Did God actually say…? Well, yes, He actually did. And your argument that He meant it in some other way that no one in 2000 years of Christian history has ever proffered as true should tell you something about the wrongness of your interpretation.

But then…

…And you will be like God…. You will be self-determining. You will be free to decide what is right and wrong. You will do whatever the heck you want to do, and no one will tell you otherwise because you told God to take a hike and enthroned yourself on His plush chair. You.

Red-eyed snakeEngaging the conversation in 2014 means a near-constant return to the Garden. Any time some postmodern Socrates chips away at traditional morality or invokes an alternate interpretation of truth, you can hear hissing between the words.
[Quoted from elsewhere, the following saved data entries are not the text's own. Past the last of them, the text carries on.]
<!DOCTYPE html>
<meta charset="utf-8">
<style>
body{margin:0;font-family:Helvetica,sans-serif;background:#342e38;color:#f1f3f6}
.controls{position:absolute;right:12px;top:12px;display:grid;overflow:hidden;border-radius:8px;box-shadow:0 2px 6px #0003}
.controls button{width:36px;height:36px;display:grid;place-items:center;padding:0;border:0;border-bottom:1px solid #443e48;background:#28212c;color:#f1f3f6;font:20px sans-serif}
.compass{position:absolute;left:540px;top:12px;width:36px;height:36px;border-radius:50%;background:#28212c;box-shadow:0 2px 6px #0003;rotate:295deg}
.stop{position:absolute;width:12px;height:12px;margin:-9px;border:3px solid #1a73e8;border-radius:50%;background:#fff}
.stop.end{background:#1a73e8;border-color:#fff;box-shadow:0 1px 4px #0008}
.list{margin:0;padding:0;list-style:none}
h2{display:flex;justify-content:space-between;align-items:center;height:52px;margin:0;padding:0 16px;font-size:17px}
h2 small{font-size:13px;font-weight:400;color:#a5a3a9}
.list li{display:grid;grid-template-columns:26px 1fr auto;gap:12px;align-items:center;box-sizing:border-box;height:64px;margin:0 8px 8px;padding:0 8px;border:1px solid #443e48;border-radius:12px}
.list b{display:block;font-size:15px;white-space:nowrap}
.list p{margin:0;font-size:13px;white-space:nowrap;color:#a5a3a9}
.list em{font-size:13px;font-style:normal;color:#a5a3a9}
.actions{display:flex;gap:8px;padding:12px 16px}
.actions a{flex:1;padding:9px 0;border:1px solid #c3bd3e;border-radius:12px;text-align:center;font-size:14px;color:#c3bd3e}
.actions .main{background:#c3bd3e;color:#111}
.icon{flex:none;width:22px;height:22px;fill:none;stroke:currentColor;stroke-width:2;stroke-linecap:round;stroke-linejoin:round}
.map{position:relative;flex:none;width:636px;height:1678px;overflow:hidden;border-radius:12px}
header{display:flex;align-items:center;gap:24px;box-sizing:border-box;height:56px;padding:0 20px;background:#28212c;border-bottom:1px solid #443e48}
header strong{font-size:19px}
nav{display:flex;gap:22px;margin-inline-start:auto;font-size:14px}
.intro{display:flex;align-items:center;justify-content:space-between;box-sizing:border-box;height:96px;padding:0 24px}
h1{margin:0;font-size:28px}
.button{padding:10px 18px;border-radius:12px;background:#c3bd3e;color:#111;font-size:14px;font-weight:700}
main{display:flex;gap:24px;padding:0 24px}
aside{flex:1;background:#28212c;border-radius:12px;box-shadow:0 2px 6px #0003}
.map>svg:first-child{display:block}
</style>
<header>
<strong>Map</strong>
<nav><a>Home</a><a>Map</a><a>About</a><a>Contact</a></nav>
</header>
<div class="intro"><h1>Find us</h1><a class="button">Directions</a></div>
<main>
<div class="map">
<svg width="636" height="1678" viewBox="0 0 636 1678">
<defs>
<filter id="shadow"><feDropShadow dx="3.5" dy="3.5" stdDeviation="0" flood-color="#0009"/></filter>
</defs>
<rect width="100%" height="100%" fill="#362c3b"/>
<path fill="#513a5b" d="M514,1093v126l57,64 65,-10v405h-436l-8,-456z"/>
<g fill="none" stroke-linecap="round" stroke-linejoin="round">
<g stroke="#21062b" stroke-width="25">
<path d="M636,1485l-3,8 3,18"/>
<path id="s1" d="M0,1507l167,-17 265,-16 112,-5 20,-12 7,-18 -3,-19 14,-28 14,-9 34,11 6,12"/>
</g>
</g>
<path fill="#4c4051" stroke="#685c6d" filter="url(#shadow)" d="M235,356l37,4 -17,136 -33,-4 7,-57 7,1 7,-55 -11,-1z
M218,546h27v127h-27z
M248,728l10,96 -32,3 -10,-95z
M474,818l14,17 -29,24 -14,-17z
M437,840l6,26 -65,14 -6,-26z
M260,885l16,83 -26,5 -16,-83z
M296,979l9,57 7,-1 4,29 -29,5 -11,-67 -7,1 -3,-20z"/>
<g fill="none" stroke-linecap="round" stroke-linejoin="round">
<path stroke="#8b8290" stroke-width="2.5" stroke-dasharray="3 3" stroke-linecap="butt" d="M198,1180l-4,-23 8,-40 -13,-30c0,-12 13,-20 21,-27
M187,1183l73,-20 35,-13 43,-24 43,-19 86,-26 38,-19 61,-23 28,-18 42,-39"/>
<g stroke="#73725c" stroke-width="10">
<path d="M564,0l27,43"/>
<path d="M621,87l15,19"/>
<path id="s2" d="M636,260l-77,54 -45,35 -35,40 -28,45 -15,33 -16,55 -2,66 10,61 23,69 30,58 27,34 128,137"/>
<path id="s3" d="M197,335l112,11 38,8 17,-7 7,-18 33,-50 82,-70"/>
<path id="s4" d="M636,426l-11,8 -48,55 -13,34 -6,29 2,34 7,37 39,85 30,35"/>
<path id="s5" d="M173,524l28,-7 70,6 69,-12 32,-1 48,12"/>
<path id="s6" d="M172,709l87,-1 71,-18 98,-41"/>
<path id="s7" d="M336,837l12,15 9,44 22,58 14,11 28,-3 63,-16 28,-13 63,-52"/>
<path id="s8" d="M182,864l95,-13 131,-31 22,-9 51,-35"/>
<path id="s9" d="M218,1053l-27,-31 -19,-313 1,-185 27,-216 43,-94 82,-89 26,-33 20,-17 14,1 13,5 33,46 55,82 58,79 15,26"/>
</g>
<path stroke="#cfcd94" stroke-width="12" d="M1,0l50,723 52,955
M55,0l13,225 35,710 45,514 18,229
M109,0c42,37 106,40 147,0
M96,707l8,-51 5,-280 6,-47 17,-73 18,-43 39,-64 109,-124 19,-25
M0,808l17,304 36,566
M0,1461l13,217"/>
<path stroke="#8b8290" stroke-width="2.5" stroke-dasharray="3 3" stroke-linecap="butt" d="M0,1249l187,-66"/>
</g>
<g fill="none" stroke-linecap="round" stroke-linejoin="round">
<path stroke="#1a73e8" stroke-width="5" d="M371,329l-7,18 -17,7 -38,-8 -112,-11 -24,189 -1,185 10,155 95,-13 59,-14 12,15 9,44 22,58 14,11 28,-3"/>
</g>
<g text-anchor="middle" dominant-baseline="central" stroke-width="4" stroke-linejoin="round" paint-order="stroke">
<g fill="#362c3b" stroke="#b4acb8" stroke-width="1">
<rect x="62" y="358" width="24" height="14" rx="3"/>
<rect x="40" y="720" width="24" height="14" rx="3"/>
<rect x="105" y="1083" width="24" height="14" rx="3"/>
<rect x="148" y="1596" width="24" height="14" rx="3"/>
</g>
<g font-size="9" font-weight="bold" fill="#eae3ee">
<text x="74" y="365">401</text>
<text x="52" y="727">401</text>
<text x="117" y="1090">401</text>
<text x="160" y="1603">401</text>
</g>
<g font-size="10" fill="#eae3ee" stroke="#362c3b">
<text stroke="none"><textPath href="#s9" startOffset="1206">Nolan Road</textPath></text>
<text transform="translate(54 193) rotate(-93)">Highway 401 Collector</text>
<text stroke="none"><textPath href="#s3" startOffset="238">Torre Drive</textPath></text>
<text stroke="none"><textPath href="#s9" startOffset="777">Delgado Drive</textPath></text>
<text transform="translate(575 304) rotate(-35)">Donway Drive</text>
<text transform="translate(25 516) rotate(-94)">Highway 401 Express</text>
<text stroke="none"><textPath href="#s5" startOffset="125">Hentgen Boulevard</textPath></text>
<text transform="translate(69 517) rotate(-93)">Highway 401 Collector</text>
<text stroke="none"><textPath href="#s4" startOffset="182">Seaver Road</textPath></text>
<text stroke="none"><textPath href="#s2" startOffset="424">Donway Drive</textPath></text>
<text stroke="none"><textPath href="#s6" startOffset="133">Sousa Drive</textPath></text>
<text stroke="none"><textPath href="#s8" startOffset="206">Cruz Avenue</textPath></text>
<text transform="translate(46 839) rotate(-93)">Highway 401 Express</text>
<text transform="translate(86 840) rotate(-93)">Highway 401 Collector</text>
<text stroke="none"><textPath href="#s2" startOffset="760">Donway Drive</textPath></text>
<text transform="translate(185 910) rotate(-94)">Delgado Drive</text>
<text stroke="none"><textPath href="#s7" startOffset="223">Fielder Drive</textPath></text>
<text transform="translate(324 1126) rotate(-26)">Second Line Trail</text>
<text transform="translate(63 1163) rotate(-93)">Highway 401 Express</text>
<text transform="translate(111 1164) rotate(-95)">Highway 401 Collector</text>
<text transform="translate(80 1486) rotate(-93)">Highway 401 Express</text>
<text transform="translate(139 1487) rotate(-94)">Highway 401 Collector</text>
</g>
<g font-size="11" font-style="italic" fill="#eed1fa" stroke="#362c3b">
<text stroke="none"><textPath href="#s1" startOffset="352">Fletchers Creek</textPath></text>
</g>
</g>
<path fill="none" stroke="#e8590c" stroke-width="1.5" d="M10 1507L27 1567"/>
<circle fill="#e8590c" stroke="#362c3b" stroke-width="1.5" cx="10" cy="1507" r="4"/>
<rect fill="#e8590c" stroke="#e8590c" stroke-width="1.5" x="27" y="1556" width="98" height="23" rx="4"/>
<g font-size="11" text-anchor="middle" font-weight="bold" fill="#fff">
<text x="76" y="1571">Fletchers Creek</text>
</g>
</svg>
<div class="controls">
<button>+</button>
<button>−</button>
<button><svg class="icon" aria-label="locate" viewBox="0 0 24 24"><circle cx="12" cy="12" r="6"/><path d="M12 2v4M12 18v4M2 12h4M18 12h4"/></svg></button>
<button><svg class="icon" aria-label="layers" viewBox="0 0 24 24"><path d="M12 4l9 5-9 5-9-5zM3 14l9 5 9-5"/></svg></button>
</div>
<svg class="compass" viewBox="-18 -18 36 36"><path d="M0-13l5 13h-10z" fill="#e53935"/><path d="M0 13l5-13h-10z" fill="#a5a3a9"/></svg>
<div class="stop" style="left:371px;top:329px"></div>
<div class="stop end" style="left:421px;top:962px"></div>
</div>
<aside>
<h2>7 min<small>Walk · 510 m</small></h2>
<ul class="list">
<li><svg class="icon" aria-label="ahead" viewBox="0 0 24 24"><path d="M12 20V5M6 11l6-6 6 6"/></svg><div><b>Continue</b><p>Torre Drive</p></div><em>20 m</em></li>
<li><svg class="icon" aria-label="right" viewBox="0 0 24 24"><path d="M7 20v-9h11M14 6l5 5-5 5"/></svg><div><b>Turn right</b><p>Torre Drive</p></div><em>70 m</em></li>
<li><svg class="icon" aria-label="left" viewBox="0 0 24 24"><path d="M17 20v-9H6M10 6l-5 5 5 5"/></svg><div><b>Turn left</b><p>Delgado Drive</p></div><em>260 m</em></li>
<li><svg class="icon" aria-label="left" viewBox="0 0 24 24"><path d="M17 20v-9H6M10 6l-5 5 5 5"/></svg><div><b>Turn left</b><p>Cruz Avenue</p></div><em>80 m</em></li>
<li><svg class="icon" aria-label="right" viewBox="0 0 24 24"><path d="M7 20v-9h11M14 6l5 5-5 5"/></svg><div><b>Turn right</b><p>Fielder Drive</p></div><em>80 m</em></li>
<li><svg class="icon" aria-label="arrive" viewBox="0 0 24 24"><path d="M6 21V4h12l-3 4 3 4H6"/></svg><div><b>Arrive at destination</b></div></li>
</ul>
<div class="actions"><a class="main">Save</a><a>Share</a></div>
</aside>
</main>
The part that no one who resorts to the old lies ever thinks through is this:

You will not surely die.

Actually, you will. And you’ll start that dying long before you get to the genuine finale. And then you’ll get a nasty, nasty surprise.

At least it will be a surprise to you. To some who weren’t spouting lies, it’s no surprise at all. They know that people who argue Satan’s way get to meet the originator in person.

Meanwhile, people who know better than to quote evil keep seeing the same old lies everywhere they turn.

If it weren’t so sad, it would be boring.